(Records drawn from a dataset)
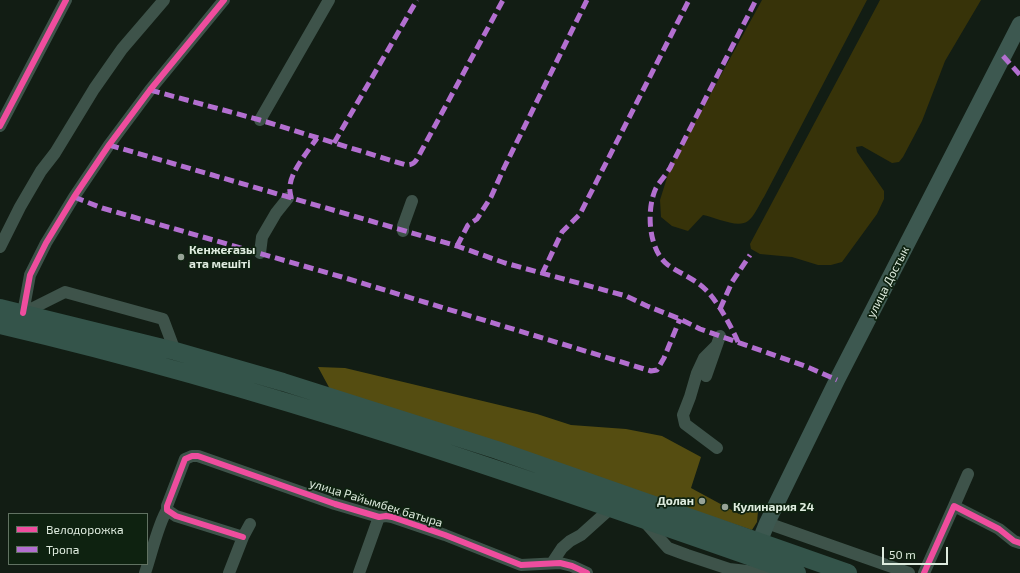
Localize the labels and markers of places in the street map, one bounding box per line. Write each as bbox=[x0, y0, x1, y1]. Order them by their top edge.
place label: Кенжеғазы ата мешіті bbox=[189, 243, 255, 271]
marker: Кенжеғазы ата мешіті bbox=[176, 252, 186, 262]
place label: Долан bbox=[657, 494, 694, 508]
marker: Долан bbox=[697, 496, 707, 506]
place label: Кулинария 24 bbox=[733, 500, 814, 514]
marker: Кулинария 24 bbox=[720, 502, 730, 512]

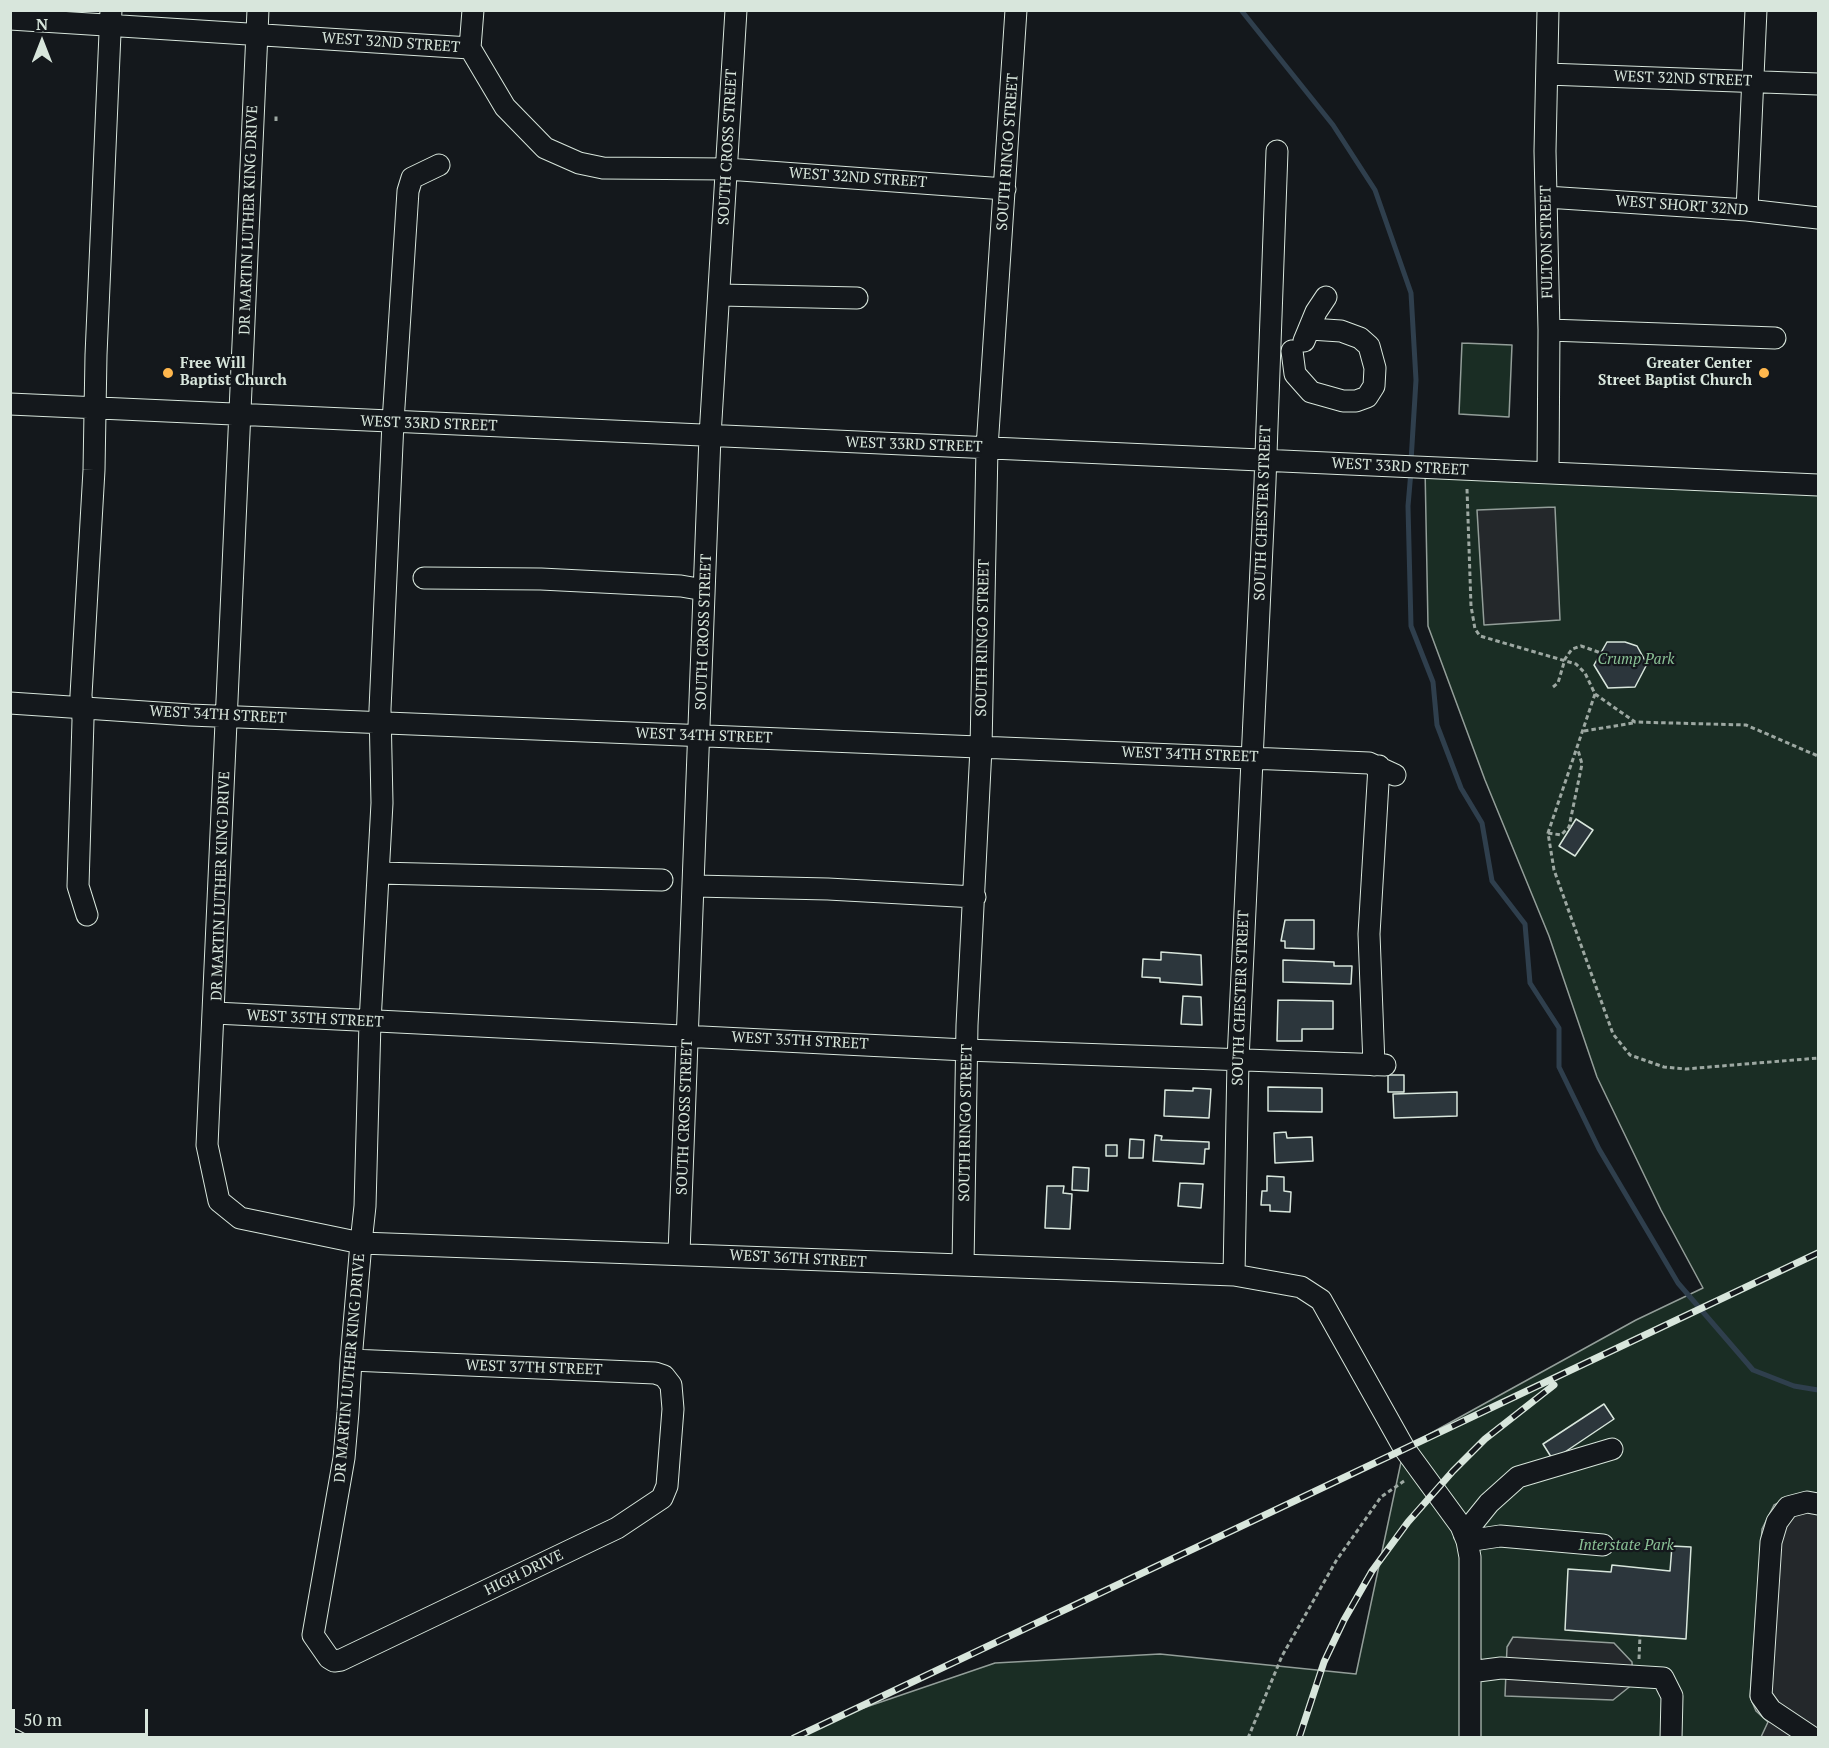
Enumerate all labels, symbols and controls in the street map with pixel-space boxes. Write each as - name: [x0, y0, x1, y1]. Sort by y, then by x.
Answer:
- north arrow: [12, 12, 72, 72]
- text: N: [36, 13, 48, 35]
- street label: WEST 32ND STREET: [321, 29, 461, 57]
- street label: WEST 32ND STREET: [1613, 68, 1753, 90]
- street label: SOUTH CROSS STREET: [715, 69, 741, 225]
- street label: SOUTH RINGO STREET: [994, 73, 1022, 231]
- street label: DR MARTIN LUTHER KING DRIVE: [236, 105, 262, 335]
- street label: WEST 32ND STREET: [788, 164, 928, 192]
- street label: FULTON STREET: [1537, 185, 1557, 299]
- street label: WEST SHORT 32ND: [1615, 192, 1749, 220]
- place label: Free Will Baptist Church: [180, 355, 287, 390]
- place label: Greater Center Street Baptist Church: [1598, 355, 1752, 390]
- marker: Free Will Baptist Church: [161, 366, 175, 380]
- marker: Greater Center Street Baptist Church: [1757, 366, 1771, 380]
- street label: WEST 33RD STREET: [360, 413, 498, 435]
- street label: SOUTH CHESTER STREET: [1251, 425, 1275, 601]
- street label: WEST 33RD STREET: [845, 434, 983, 456]
- street label: WEST 33RD STREET: [1331, 454, 1469, 480]
- street label: SOUTH CROSS STREET: [692, 554, 716, 710]
- street label: SOUTH RINGO STREET: [973, 559, 993, 717]
- park label: Crump Park: [1598, 651, 1674, 669]
- street label: WEST 34TH STREET: [149, 702, 287, 728]
- street label: WEST 34TH STREET: [635, 725, 773, 747]
- street label: WEST 34TH STREET: [1121, 744, 1259, 766]
- street label: DR MARTIN LUTHER KING DRIVE: [208, 771, 234, 1001]
- street label: SOUTH CHESTER STREET: [1229, 910, 1253, 1086]
- street label: WEST 35TH STREET: [246, 1006, 384, 1032]
- street label: WEST 35TH STREET: [731, 1028, 869, 1054]
- street label: SOUTH CROSS STREET: [673, 1039, 697, 1195]
- street label: SOUTH RINGO STREET: [956, 1044, 976, 1202]
- street label: WEST 36TH STREET: [729, 1246, 867, 1272]
- street label: DR MARTIN LUTHER KING DRIVE: [331, 1253, 369, 1483]
- street label: WEST 37TH STREET: [465, 1357, 603, 1379]
- park label: Interstate Park: [1578, 1537, 1674, 1555]
- street label: HIGH DRIVE: [482, 1546, 566, 1600]
- scale bar: [15, 1697, 152, 1735]
- text: 50 m: [23, 1707, 62, 1731]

*Task goal*.
Copy out each line of the data that has the word "Center" in it.

*Task answer*.
- place label: Greater Center Street Baptist Church: [1598, 355, 1752, 390]
- marker: Greater Center Street Baptist Church: [1757, 366, 1771, 380]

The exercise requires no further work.